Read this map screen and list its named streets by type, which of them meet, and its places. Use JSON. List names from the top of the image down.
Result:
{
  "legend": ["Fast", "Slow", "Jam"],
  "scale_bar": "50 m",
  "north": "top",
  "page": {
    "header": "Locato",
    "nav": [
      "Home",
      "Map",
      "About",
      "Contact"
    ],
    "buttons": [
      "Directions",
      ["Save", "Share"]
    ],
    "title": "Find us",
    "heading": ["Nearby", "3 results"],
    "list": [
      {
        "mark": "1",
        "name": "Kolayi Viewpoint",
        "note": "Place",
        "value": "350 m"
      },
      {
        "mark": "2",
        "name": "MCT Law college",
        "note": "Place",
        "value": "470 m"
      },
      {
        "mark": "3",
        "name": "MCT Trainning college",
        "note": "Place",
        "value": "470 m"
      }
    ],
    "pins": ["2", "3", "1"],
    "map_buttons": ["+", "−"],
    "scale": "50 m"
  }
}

# # # #

> **About this exercise**:
All the data above should be set down a second time, exactly.

> **Finished task**:
Read this map screen and list its named streets by type, which of them meet, and its places. Use JSON. List names from the top of the image down.
Result:
{
  "legend": ["Fast", "Slow", "Jam"],
  "scale_bar": "50 m",
  "north": "top",
  "page": {
    "header": "Locato",
    "nav": [
      "Home",
      "Map",
      "About",
      "Contact"
    ],
    "buttons": [
      "Directions",
      ["Save", "Share"]
    ],
    "title": "Find us",
    "heading": ["Nearby", "3 results"],
    "list": [
      {
        "mark": "1",
        "name": "Kolayi Viewpoint",
        "note": "Place",
        "value": "350 m"
      },
      {
        "mark": "2",
        "name": "MCT Law college",
        "note": "Place",
        "value": "470 m"
      },
      {
        "mark": "3",
        "name": "MCT Trainning college",
        "note": "Place",
        "value": "470 m"
      }
    ],
    "pins": ["2", "3", "1"],
    "map_buttons": ["+", "−"],
    "scale": "50 m"
  }
}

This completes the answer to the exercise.